• [What this task involves]: Repeat all of the data word for word so that only the pictures are missing from the copy.

• [Provided data]:
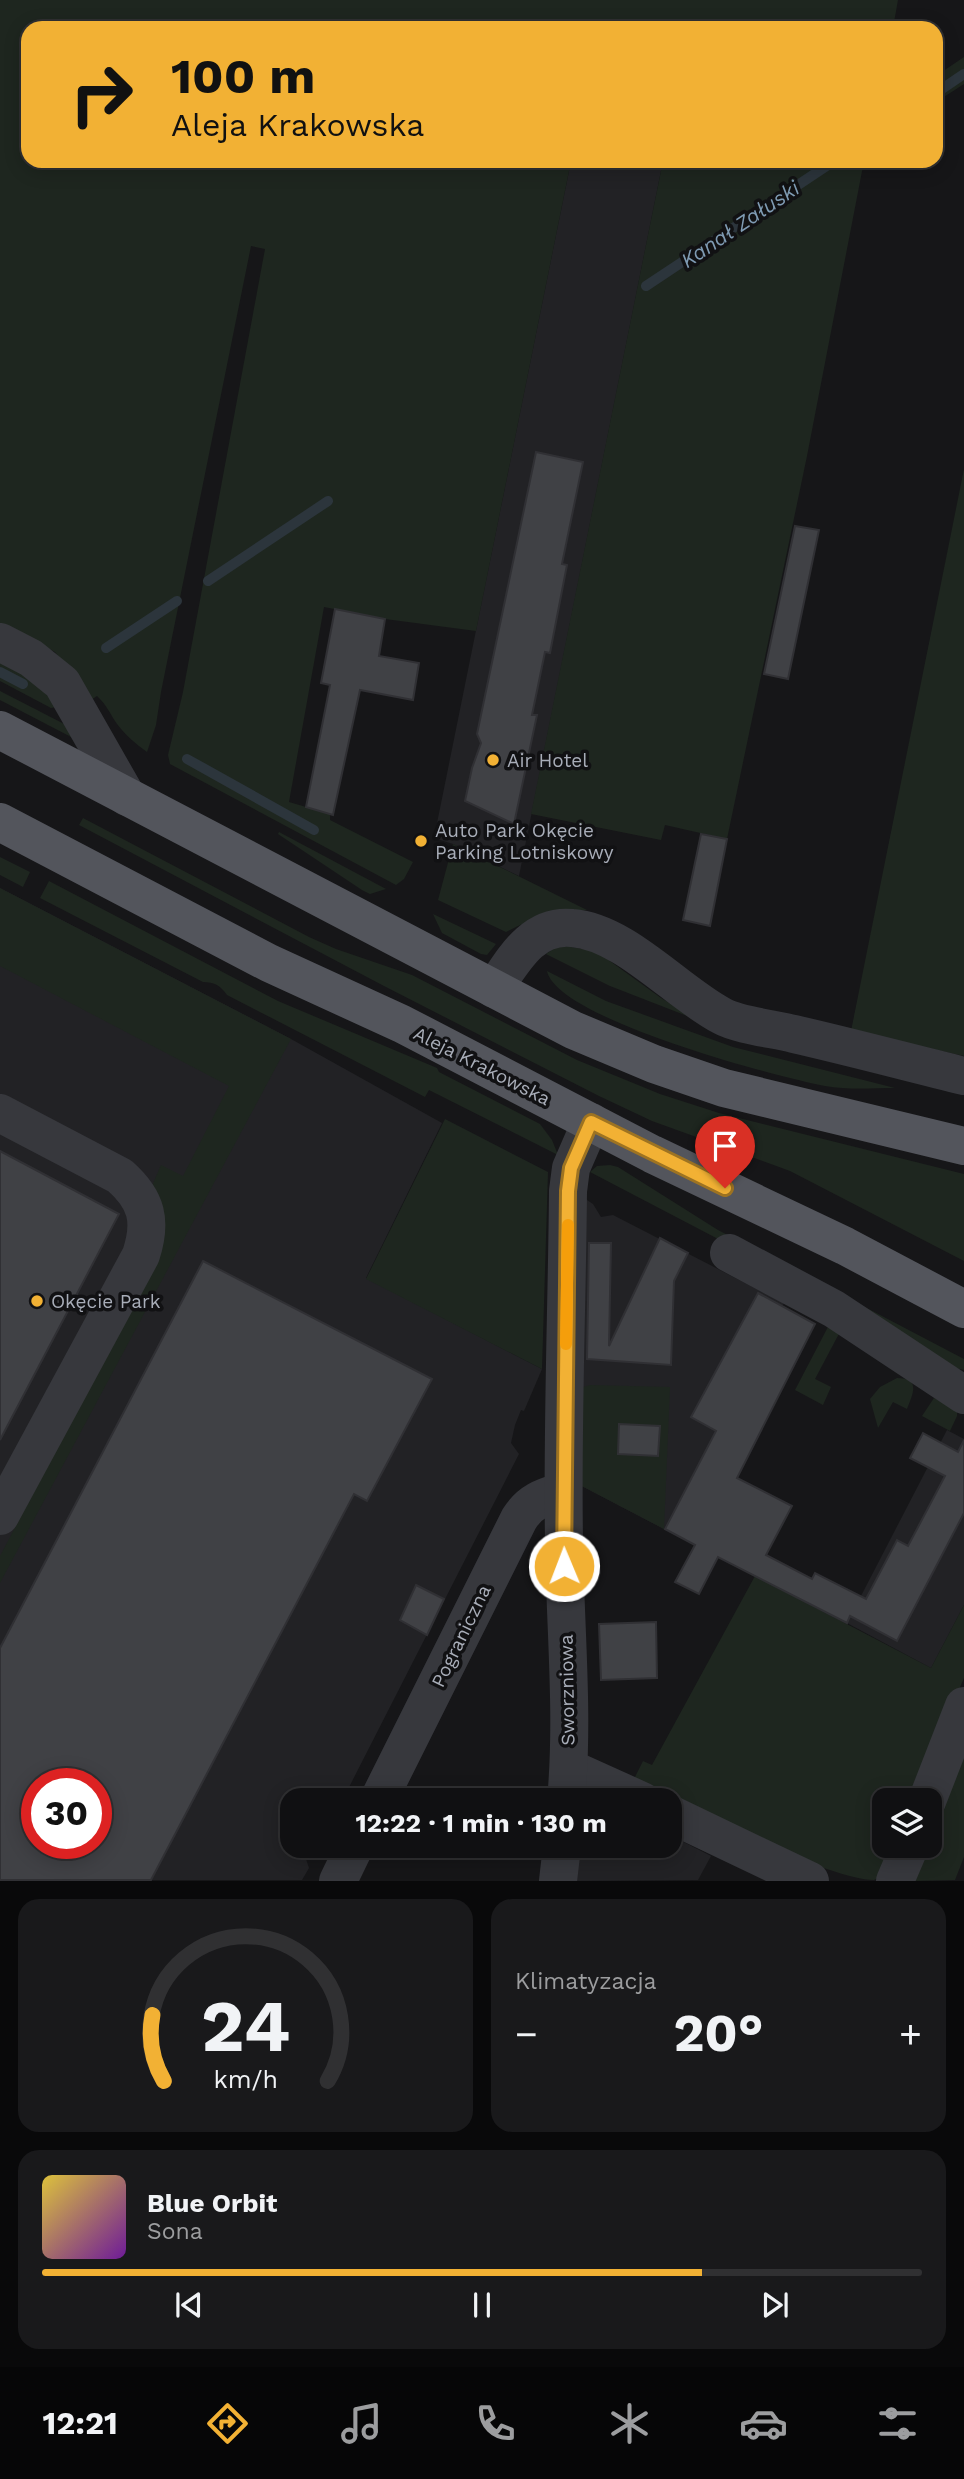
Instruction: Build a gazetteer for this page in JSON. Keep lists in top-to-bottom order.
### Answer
{
  "streets": {
    "main road": ["Aleja Krakowska"],
    "street": ["Pograniczna", "Sworzniowa"]
  },
  "crossings": [
    ["Aleja Krakowska", "Sworzniowa"],
    ["Pograniczna", "Sworzniowa"]
  ],
  "water": ["Kanał Załuski"],
  "places": ["Air Hotel", "Auto Park Okęcie Parking Lotniskowy", "Okęcie Park"],
  "page": {
    "turn": ["100 m", "Aleja Krakowska"],
    "limit": "30",
    "trip": "12:22 · 1 min · 130 m",
    "tile": "Klimatyzacja",
    "heat": ["−", "20°", "+"],
    "song": ["Blue Orbit", "Sona"],
    "tabs": "12:21",
    "gauge": ["24", "km/h"]
  }
}
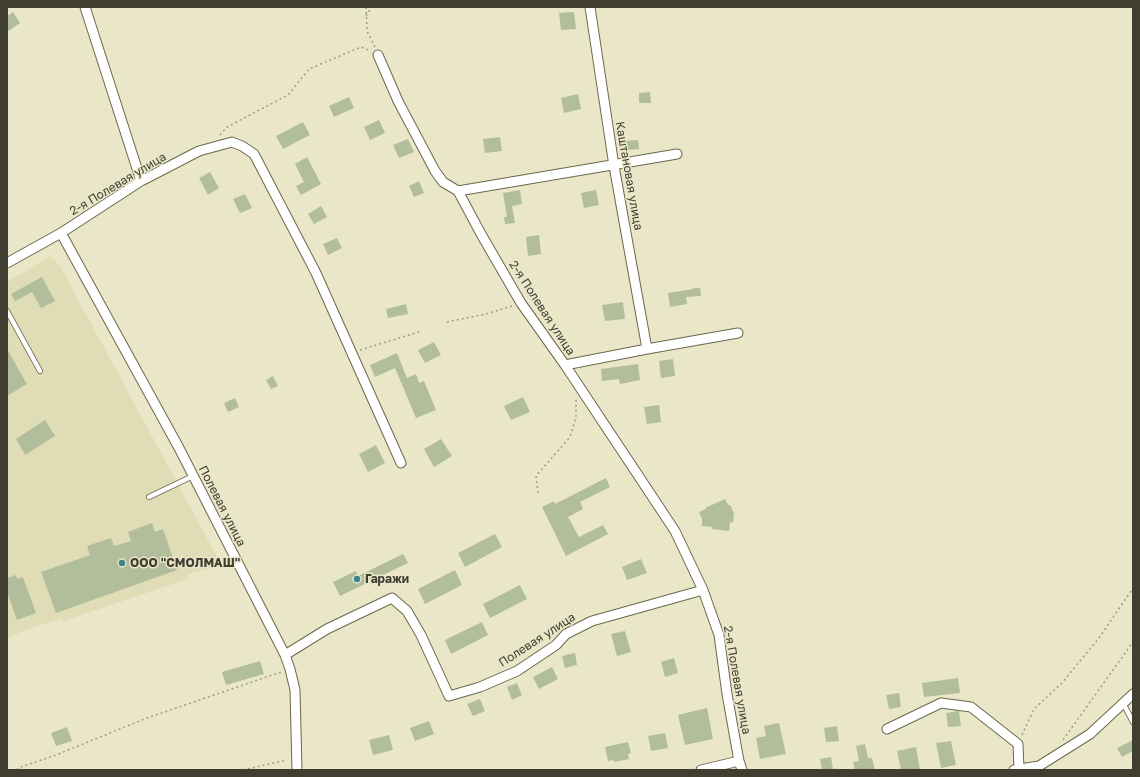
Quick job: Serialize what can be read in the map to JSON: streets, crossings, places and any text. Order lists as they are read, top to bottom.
{
  "streets": {
    "street": ["Каштановая улица", "2-я Полевая улица", "Полевая улица"]
  },
  "crossings": [
    ["2-я Полевая улица", "Полевая улица"]
  ],
  "places": ["ООО \"СМОЛМАШ\"", "Гаражи"]
}
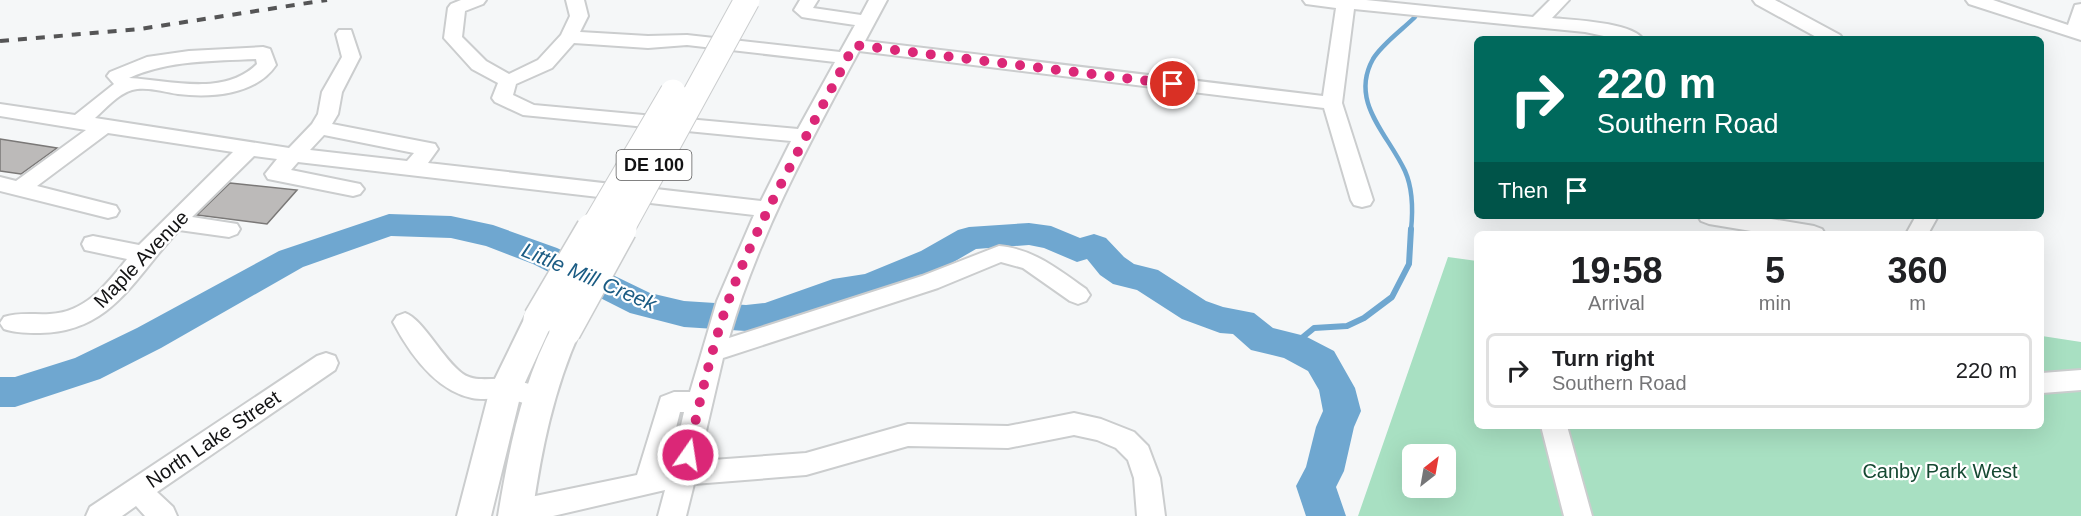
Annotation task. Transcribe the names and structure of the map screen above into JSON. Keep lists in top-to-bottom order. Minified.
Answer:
{"streets":{"main road":["DE 100"],"street":["Maple Avenue","North Lake Street"]},"water":["Little Mill Creek"],"parks":["Canby Park West"],"north":"top right","page":{"turn":["220 m","Southern Road"],"then":"Then","eta":["19:58","Arrival","5","min","360","m"],"list":[{"name":"Turn right","note":"Southern Road","value":"220 m"}]}}
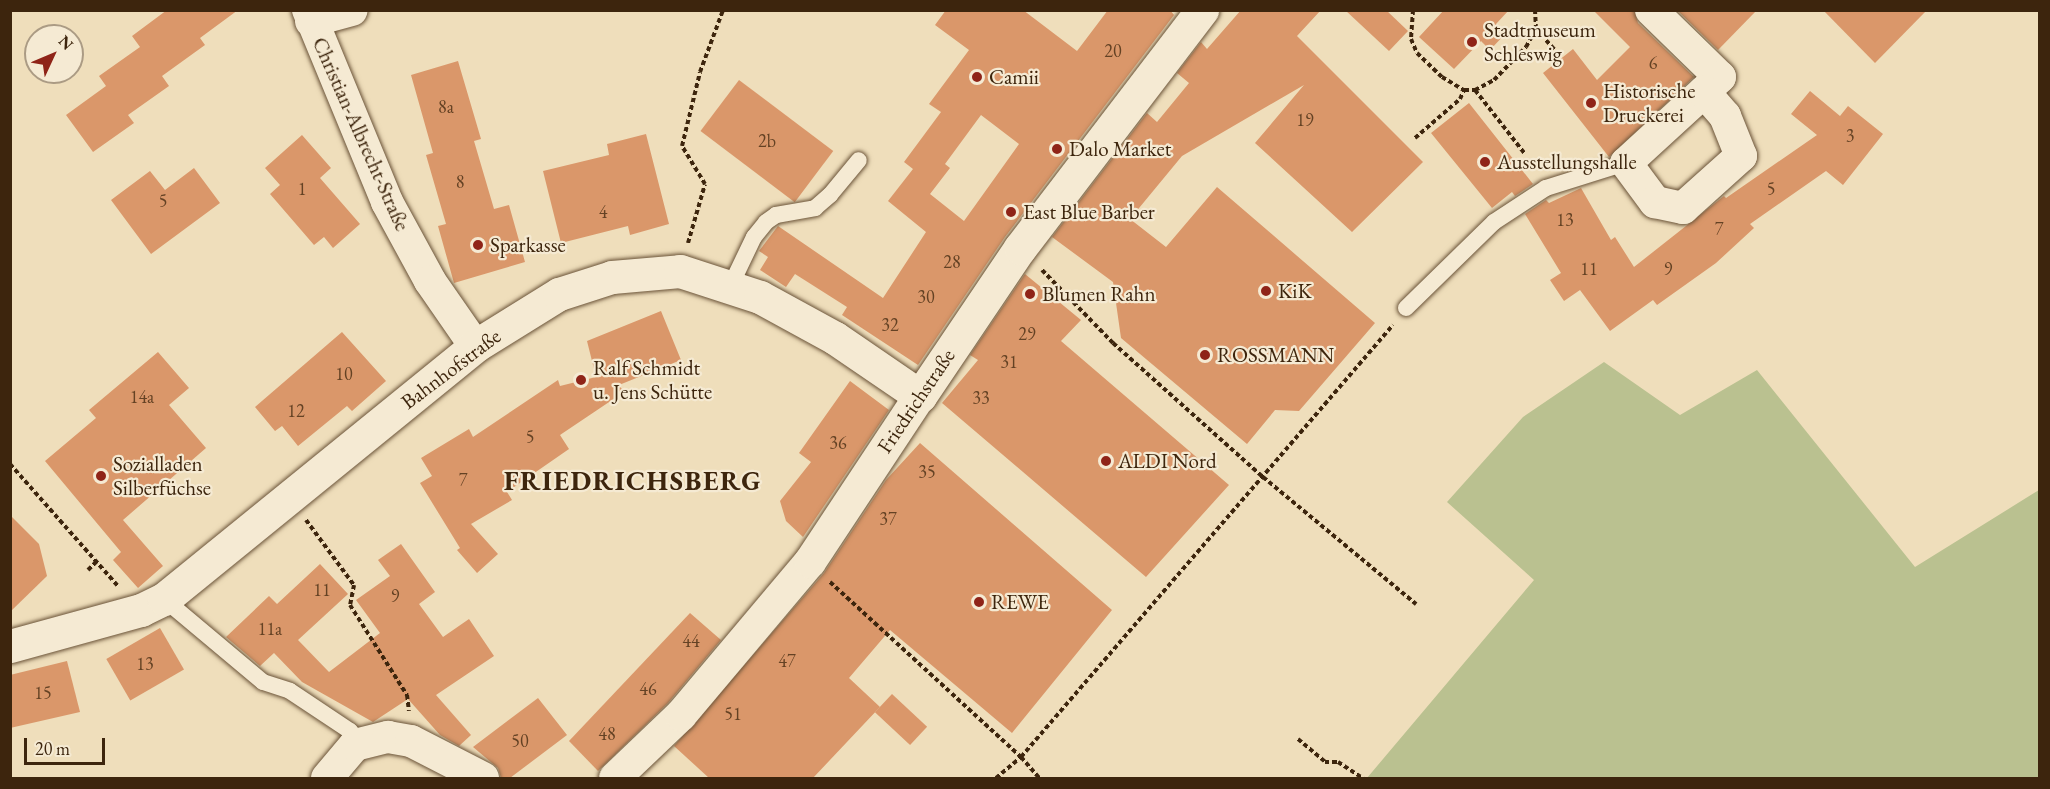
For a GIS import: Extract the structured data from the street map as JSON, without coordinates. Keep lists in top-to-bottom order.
{
  "streets": {
    "street": ["Christian-Albrecht-Straße", "Bahnhofstraße", "Friedrichstraße"]
  },
  "crossings": [
    ["Christian-Albrecht-Straße", "Bahnhofstraße"],
    ["Bahnhofstraße", "Friedrichstraße"]
  ],
  "districts": ["FRIEDRICHSBERG"],
  "places": [
    "Stadtmuseum Schleswig",
    "Camii",
    "Historische Druckerei",
    "Dalo Market",
    "Ausstellungshalle",
    "East Blue Barber",
    "Sparkasse",
    "KiK",
    "Blumen Rahn",
    "ROSSMANN",
    "Ralf Schmidt u. Jens Schütte",
    "ALDI Nord",
    "Sozialladen Silberfüchse",
    "REWE"
  ],
  "house_numbers": [
    "20",
    "6",
    "8a",
    "19",
    "3",
    "2b",
    "8",
    "1",
    "5",
    "5",
    "4",
    "13",
    "7",
    "28",
    "11",
    "9",
    "30",
    "32",
    "29",
    "31",
    "10",
    "14a",
    "33",
    "12",
    "5",
    "36",
    "35",
    "7",
    "37",
    "11",
    "9",
    "11a",
    "44",
    "47",
    "13",
    "46",
    "15",
    "51",
    "48",
    "50"
  ],
  "scale_bar": "20 m",
  "north": "top right"
}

• [Reply]:
Instruction: Build a gazetteer for this page in JSON. Keep lists in top-to-bottom order.
### Answer
{
  "streets": {
    "main road": ["Aleja Krakowska"],
    "street": ["Pograniczna", "Sworzniowa"]
  },
  "crossings": [
    ["Aleja Krakowska", "Sworzniowa"],
    ["Pograniczna", "Sworzniowa"]
  ],
  "water": ["Kanał Załuski"],
  "places": ["Air Hotel", "Auto Park Okęcie Parking Lotniskowy", "Okęcie Park"],
  "page": {
    "turn": ["100 m", "Aleja Krakowska"],
    "limit": "30",
    "trip": "12:22 · 1 min · 130 m",
    "tile": "Klimatyzacja",
    "heat": ["−", "20°", "+"],
    "song": ["Blue Orbit", "Sona"],
    "tabs": "12:21",
    "gauge": ["24", "km/h"]
  }
}
Quick job: Serialize what can be read in the map to JSON: streets, crossings, places and any text. Order lists as they are read, top to bottom.
{
  "streets": {
    "street": ["Каштановая улица", "2-я Полевая улица", "Полевая улица"]
  },
  "crossings": [
    ["2-я Полевая улица", "Полевая улица"]
  ],
  "places": ["ООО \"СМОЛМАШ\"", "Гаражи"]
}
Annotation task. Transcribe the names and structure of the map screen above into JSON. Keep lists in top-to-bottom order. Minified.
Answer:
{"streets":{"main road":["DE 100"],"street":["Maple Avenue","North Lake Street"]},"water":["Little Mill Creek"],"parks":["Canby Park West"],"north":"top right","page":{"turn":["220 m","Southern Road"],"then":"Then","eta":["19:58","Arrival","5","min","360","m"],"list":[{"name":"Turn right","note":"Southern Road","value":"220 m"}]}}
For a GIS import: Extract the structured data from the street map as JSON, without coordinates. Keep lists in top-to-bottom order.
{
  "streets": {
    "street": ["Christian-Albrecht-Straße", "Bahnhofstraße", "Friedrichstraße"]
  },
  "crossings": [
    ["Christian-Albrecht-Straße", "Bahnhofstraße"],
    ["Bahnhofstraße", "Friedrichstraße"]
  ],
  "districts": ["FRIEDRICHSBERG"],
  "places": [
    "Stadtmuseum Schleswig",
    "Camii",
    "Historische Druckerei",
    "Dalo Market",
    "Ausstellungshalle",
    "East Blue Barber",
    "Sparkasse",
    "KiK",
    "Blumen Rahn",
    "ROSSMANN",
    "Ralf Schmidt u. Jens Schütte",
    "ALDI Nord",
    "Sozialladen Silberfüchse",
    "REWE"
  ],
  "house_numbers": [
    "20",
    "6",
    "8a",
    "19",
    "3",
    "2b",
    "8",
    "1",
    "5",
    "5",
    "4",
    "13",
    "7",
    "28",
    "11",
    "9",
    "30",
    "32",
    "29",
    "31",
    "10",
    "14a",
    "33",
    "12",
    "5",
    "36",
    "35",
    "7",
    "37",
    "11",
    "9",
    "11a",
    "44",
    "47",
    "13",
    "46",
    "15",
    "51",
    "48",
    "50"
  ],
  "scale_bar": "20 m",
  "north": "top right"
}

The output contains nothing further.